DATA SHOWN –

= = = =

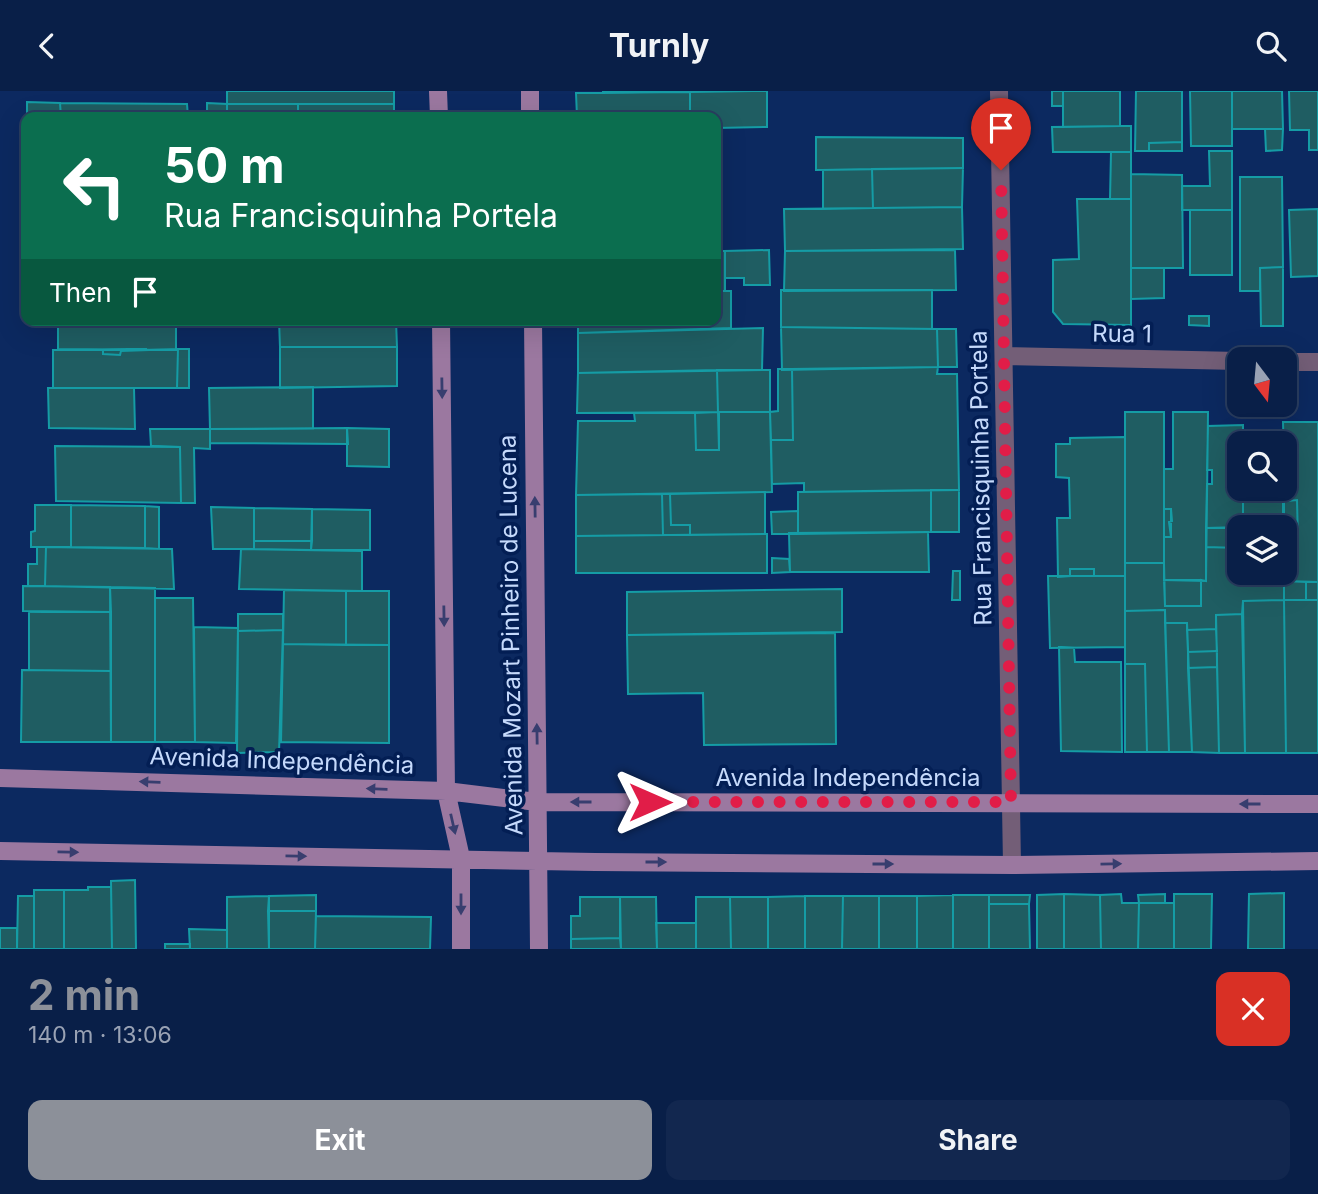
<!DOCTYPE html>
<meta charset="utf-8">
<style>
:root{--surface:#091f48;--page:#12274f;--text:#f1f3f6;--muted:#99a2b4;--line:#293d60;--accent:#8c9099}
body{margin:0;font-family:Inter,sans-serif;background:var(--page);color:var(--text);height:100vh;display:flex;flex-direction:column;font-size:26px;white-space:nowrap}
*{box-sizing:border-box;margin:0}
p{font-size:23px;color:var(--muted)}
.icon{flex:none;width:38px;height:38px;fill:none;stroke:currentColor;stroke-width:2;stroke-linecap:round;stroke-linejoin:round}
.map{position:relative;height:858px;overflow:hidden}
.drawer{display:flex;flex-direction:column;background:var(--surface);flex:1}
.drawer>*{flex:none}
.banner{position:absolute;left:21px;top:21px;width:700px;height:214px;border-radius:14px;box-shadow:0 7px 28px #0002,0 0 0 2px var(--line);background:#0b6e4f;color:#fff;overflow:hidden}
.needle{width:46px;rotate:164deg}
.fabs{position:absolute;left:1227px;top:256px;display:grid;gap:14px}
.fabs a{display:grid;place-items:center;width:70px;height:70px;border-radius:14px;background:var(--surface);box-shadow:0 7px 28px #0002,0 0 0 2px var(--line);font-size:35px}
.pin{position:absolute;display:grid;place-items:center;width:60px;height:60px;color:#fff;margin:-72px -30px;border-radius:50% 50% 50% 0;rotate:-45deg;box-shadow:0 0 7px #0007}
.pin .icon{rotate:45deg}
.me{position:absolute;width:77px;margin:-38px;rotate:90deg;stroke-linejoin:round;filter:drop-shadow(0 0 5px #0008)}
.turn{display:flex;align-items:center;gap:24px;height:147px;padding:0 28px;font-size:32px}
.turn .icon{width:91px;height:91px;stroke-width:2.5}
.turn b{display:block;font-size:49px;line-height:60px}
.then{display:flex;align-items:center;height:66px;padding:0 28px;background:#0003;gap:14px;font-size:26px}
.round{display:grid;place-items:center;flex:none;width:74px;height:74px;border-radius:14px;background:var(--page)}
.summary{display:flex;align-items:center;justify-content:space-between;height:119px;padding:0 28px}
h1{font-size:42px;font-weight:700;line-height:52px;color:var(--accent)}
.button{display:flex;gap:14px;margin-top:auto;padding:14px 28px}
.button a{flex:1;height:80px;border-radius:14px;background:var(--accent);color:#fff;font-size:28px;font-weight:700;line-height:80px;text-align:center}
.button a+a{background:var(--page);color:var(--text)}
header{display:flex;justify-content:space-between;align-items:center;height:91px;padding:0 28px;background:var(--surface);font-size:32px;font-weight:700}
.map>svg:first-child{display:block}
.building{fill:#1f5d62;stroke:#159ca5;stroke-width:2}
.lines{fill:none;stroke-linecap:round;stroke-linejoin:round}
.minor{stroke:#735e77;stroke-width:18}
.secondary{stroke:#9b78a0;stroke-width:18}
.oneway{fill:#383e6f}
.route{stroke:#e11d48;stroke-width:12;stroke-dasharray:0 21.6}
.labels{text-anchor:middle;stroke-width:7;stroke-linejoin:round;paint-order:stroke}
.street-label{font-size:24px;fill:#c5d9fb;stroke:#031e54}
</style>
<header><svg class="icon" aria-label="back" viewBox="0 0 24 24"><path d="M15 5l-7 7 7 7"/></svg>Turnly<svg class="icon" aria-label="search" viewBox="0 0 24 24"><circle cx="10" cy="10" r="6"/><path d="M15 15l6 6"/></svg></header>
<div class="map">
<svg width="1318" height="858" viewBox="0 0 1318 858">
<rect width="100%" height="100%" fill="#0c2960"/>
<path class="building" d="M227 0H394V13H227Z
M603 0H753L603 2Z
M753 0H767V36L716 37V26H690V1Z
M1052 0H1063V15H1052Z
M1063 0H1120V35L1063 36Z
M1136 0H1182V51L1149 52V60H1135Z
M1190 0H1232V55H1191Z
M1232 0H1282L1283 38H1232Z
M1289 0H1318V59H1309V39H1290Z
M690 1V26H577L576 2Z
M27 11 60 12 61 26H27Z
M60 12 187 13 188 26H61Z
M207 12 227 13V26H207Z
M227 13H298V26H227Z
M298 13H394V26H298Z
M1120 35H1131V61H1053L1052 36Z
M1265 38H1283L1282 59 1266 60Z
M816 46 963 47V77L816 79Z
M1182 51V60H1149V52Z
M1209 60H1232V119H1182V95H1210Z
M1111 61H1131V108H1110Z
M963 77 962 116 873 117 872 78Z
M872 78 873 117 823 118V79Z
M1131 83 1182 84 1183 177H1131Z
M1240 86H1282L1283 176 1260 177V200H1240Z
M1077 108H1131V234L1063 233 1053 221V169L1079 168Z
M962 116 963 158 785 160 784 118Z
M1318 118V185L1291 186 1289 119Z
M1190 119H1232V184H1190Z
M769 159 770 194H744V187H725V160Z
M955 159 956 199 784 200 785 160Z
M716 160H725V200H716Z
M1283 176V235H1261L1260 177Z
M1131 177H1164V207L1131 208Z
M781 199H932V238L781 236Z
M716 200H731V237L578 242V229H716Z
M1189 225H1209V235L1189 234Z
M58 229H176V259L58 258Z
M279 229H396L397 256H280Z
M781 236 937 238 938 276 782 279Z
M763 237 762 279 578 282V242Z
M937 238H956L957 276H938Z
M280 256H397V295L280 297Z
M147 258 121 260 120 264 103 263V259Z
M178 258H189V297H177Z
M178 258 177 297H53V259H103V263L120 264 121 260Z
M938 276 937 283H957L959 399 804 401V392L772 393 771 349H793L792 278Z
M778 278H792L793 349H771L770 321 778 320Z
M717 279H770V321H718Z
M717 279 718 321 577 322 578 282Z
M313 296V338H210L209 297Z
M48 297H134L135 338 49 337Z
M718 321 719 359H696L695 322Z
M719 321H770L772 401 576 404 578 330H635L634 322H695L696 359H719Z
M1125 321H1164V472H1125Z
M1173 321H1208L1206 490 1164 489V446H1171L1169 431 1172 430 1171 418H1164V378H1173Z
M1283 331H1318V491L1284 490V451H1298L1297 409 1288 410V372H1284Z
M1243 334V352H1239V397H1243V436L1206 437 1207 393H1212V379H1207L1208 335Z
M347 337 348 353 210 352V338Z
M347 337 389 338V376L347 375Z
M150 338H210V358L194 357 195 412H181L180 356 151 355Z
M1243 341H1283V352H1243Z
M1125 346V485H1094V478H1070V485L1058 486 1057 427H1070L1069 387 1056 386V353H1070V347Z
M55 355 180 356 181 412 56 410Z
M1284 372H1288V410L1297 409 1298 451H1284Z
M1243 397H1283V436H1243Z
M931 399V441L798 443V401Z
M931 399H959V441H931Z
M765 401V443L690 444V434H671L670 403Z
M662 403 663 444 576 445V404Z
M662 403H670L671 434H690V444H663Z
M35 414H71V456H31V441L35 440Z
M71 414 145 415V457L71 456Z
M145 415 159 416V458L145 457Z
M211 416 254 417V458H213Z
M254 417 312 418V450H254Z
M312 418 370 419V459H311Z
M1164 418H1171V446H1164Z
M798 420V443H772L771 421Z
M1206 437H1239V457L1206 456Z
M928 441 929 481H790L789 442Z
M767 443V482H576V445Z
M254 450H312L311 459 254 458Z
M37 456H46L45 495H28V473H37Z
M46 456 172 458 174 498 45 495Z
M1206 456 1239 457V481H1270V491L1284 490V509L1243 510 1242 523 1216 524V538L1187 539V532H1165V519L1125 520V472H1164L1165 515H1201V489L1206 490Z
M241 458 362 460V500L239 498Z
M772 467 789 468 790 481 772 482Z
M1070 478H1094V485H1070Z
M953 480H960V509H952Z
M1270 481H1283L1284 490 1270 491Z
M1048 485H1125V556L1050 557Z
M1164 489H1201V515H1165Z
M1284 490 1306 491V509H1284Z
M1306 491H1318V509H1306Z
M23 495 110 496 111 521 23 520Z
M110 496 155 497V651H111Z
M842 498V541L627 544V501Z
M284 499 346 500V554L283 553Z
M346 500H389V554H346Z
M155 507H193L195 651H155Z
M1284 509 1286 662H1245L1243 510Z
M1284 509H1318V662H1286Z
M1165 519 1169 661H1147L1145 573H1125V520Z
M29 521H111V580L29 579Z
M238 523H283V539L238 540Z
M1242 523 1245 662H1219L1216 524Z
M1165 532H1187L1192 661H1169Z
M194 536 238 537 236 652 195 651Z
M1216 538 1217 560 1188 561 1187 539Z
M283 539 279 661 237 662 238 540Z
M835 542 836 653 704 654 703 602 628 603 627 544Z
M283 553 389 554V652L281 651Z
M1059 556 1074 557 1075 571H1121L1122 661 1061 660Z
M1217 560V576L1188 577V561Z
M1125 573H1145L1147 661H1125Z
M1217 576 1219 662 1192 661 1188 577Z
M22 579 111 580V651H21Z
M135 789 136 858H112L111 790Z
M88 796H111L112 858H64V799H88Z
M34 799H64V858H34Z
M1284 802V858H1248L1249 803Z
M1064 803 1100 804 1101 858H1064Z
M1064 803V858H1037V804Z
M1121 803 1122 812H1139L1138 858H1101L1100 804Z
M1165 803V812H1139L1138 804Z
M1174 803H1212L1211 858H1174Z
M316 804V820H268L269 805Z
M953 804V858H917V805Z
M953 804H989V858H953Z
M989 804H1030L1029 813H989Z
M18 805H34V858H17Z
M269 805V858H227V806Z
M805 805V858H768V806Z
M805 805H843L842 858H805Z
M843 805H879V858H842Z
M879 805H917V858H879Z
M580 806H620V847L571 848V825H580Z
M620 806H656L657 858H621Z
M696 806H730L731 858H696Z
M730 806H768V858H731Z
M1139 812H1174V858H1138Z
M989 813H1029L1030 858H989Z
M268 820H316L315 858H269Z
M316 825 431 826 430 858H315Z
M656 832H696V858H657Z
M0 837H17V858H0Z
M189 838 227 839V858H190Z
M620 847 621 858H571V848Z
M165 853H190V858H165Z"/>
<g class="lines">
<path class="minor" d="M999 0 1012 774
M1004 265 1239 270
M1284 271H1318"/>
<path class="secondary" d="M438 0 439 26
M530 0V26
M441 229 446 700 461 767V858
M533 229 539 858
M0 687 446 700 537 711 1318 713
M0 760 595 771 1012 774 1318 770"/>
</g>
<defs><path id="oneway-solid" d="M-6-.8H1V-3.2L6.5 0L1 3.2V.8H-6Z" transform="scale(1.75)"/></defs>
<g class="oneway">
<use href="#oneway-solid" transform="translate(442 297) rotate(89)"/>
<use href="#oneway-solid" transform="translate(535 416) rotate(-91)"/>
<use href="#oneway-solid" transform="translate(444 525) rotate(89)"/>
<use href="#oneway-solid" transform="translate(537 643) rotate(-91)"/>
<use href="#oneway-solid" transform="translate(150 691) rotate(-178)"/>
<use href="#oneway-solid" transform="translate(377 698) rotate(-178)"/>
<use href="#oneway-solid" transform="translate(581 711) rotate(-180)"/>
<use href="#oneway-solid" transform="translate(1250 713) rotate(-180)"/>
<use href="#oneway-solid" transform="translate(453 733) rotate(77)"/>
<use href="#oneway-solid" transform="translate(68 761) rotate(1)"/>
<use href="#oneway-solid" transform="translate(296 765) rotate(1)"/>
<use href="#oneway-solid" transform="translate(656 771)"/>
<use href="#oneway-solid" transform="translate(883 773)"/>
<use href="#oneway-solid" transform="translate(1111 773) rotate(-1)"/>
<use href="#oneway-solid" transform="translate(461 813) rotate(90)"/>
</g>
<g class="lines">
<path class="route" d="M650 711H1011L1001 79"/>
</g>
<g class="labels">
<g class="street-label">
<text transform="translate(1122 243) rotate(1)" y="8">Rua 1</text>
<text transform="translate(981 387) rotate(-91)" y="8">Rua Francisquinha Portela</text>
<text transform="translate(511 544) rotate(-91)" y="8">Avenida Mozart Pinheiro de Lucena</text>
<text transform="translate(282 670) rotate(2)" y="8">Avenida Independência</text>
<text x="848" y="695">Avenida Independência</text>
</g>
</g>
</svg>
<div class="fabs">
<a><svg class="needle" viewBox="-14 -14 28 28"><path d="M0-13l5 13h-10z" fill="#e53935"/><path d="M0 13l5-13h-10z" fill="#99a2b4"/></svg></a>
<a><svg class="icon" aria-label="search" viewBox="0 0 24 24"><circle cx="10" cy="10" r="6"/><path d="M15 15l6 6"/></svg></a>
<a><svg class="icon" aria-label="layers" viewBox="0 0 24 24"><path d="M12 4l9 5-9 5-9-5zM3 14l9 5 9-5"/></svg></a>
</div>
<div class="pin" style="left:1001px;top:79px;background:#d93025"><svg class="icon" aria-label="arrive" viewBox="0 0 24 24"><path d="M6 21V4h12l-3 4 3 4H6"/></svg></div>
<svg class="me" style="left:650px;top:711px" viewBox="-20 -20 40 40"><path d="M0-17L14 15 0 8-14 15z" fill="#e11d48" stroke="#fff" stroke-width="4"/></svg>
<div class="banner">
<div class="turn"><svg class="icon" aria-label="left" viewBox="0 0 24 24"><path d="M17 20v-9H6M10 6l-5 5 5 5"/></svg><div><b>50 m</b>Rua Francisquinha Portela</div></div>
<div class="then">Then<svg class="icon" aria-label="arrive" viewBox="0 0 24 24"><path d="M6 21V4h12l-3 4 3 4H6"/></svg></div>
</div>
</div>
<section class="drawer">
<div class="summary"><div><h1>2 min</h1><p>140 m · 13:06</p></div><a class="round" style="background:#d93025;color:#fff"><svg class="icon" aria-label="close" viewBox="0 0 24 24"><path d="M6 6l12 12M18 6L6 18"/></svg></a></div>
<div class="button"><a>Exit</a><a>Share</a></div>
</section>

= = = =

WHAT NEEDS TO BE DONE – In the listing above, the lines from the one containing "M1232 0H1282L1283 38H1232Z" through the one containing "M145 415 159 416V458L145 457Z" must be set down exactly, with no other lines.

RESPONSE TO THIS EXERCISE –
M1232 0H1282L1283 38H1232Z
M1289 0H1318V59H1309V39H1290Z
M690 1V26H577L576 2Z
M27 11 60 12 61 26H27Z
M60 12 187 13 188 26H61Z
M207 12 227 13V26H207Z
M227 13H298V26H227Z
M298 13H394V26H298Z
M1120 35H1131V61H1053L1052 36Z
M1265 38H1283L1282 59 1266 60Z
M816 46 963 47V77L816 79Z
M1182 51V60H1149V52Z
M1209 60H1232V119H1182V95H1210Z
M1111 61H1131V108H1110Z
M963 77 962 116 873 117 872 78Z
M872 78 873 117 823 118V79Z
M1131 83 1182 84 1183 177H1131Z
M1240 86H1282L1283 176 1260 177V200H1240Z
M1077 108H1131V234L1063 233 1053 221V169L1079 168Z
M962 116 963 158 785 160 784 118Z
M1318 118V185L1291 186 1289 119Z
M1190 119H1232V184H1190Z
M769 159 770 194H744V187H725V160Z
M955 159 956 199 784 200 785 160Z
M716 160H725V200H716Z
M1283 176V235H1261L1260 177Z
M1131 177H1164V207L1131 208Z
M781 199H932V238L781 236Z
M716 200H731V237L578 242V229H716Z
M1189 225H1209V235L1189 234Z
M58 229H176V259L58 258Z
M279 229H396L397 256H280Z
M781 236 937 238 938 276 782 279Z
M763 237 762 279 578 282V242Z
M937 238H956L957 276H938Z
M280 256H397V295L280 297Z
M147 258 121 260 120 264 103 263V259Z
M178 258H189V297H177Z
M178 258 177 297H53V259H103V263L120 264 121 260Z
M938 276 937 283H957L959 399 804 401V392L772 393 771 349H793L792 278Z
M778 278H792L793 349H771L770 321 778 320Z
M717 279H770V321H718Z
M717 279 718 321 577 322 578 282Z
M313 296V338H210L209 297Z
M48 297H134L135 338 49 337Z
M718 321 719 359H696L695 322Z
M719 321H770L772 401 576 404 578 330H635L634 322H695L696 359H719Z
M1125 321H1164V472H1125Z
M1173 321H1208L1206 490 1164 489V446H1171L1169 431 1172 430 1171 418H1164V378H1173Z
M1283 331H1318V491L1284 490V451H1298L1297 409 1288 410V372H1284Z
M1243 334V352H1239V397H1243V436L1206 437 1207 393H1212V379H1207L1208 335Z
M347 337 348 353 210 352V338Z
M347 337 389 338V376L347 375Z
M150 338H210V358L194 357 195 412H181L180 356 151 355Z
M1243 341H1283V352H1243Z
M1125 346V485H1094V478H1070V485L1058 486 1057 427H1070L1069 387 1056 386V353H1070V347Z
M55 355 180 356 181 412 56 410Z
M1284 372H1288V410L1297 409 1298 451H1284Z
M1243 397H1283V436H1243Z
M931 399V441L798 443V401Z
M931 399H959V441H931Z
M765 401V443L690 444V434H671L670 403Z
M662 403 663 444 576 445V404Z
M662 403H670L671 434H690V444H663Z
M35 414H71V456H31V441L35 440Z
M71 414 145 415V457L71 456Z
M145 415 159 416V458L145 457Z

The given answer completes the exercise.